EXERCISE MATERIALS:
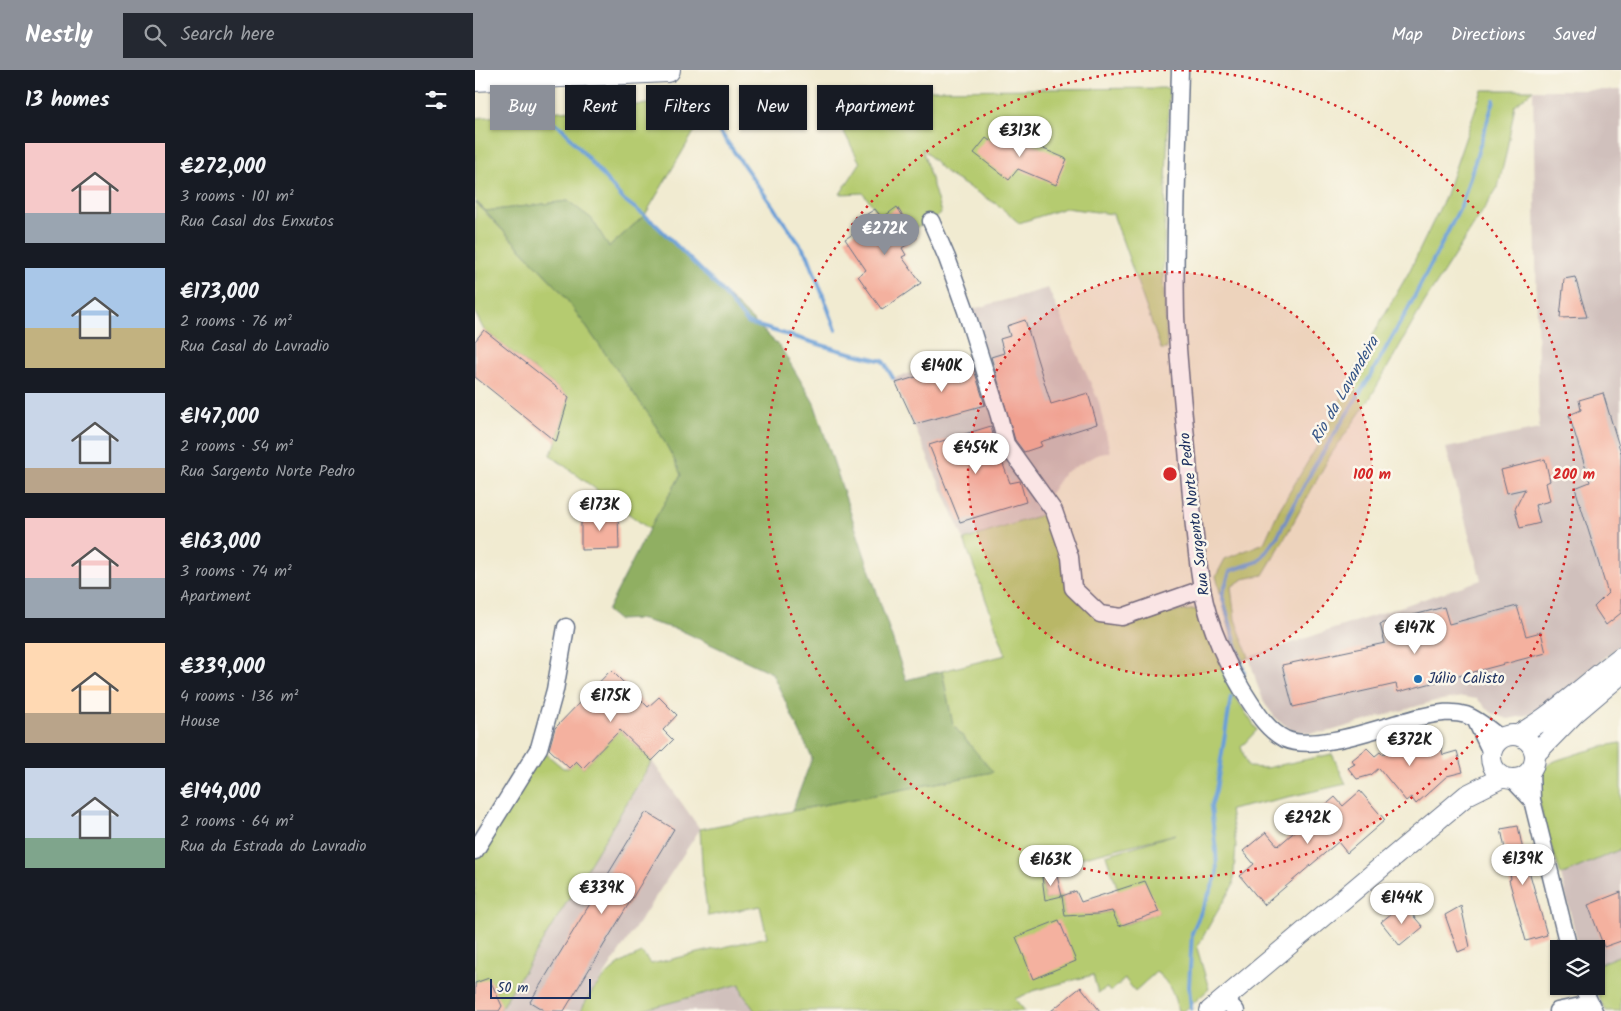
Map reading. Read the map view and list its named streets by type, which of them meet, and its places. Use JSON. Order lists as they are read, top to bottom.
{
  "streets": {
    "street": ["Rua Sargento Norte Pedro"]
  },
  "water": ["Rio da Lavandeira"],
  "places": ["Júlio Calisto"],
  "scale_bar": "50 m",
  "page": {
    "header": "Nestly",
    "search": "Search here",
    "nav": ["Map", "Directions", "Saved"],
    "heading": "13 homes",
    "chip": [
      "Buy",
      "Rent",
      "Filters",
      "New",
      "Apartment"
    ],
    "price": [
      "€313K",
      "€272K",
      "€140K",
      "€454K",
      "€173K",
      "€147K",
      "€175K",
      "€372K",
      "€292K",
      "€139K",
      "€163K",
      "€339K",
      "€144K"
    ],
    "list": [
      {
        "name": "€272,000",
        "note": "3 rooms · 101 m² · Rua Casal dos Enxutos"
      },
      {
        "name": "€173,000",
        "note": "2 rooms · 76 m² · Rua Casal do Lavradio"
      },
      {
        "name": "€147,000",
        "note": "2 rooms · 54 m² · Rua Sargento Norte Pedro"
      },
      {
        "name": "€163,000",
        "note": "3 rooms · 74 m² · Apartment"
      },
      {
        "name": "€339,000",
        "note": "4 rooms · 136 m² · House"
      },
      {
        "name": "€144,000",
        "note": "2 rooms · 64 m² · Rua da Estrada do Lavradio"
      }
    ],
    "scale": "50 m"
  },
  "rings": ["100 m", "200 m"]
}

WHAT IS BEING ASKED:
Everything in the material goes into the copy exactly, except the images.

THE COMPLETED TASK:
Map reading. Read the map view and list its named streets by type, which of them meet, and its places. Use JSON. Order lists as they are read, top to bottom.
{
  "streets": {
    "street": ["Rua Sargento Norte Pedro"]
  },
  "water": ["Rio da Lavandeira"],
  "places": ["Júlio Calisto"],
  "scale_bar": "50 m",
  "page": {
    "header": "Nestly",
    "search": "Search here",
    "nav": ["Map", "Directions", "Saved"],
    "heading": "13 homes",
    "chip": [
      "Buy",
      "Rent",
      "Filters",
      "New",
      "Apartment"
    ],
    "price": [
      "€313K",
      "€272K",
      "€140K",
      "€454K",
      "€173K",
      "€147K",
      "€175K",
      "€372K",
      "€292K",
      "€139K",
      "€163K",
      "€339K",
      "€144K"
    ],
    "list": [
      {
        "name": "€272,000",
        "note": "3 rooms · 101 m² · Rua Casal dos Enxutos"
      },
      {
        "name": "€173,000",
        "note": "2 rooms · 76 m² · Rua Casal do Lavradio"
      },
      {
        "name": "€147,000",
        "note": "2 rooms · 54 m² · Rua Sargento Norte Pedro"
      },
      {
        "name": "€163,000",
        "note": "3 rooms · 74 m² · Apartment"
      },
      {
        "name": "€339,000",
        "note": "4 rooms · 136 m² · House"
      },
      {
        "name": "€144,000",
        "note": "2 rooms · 64 m² · Rua da Estrada do Lavradio"
      }
    ],
    "scale": "50 m"
  },
  "rings": ["100 m", "200 m"]
}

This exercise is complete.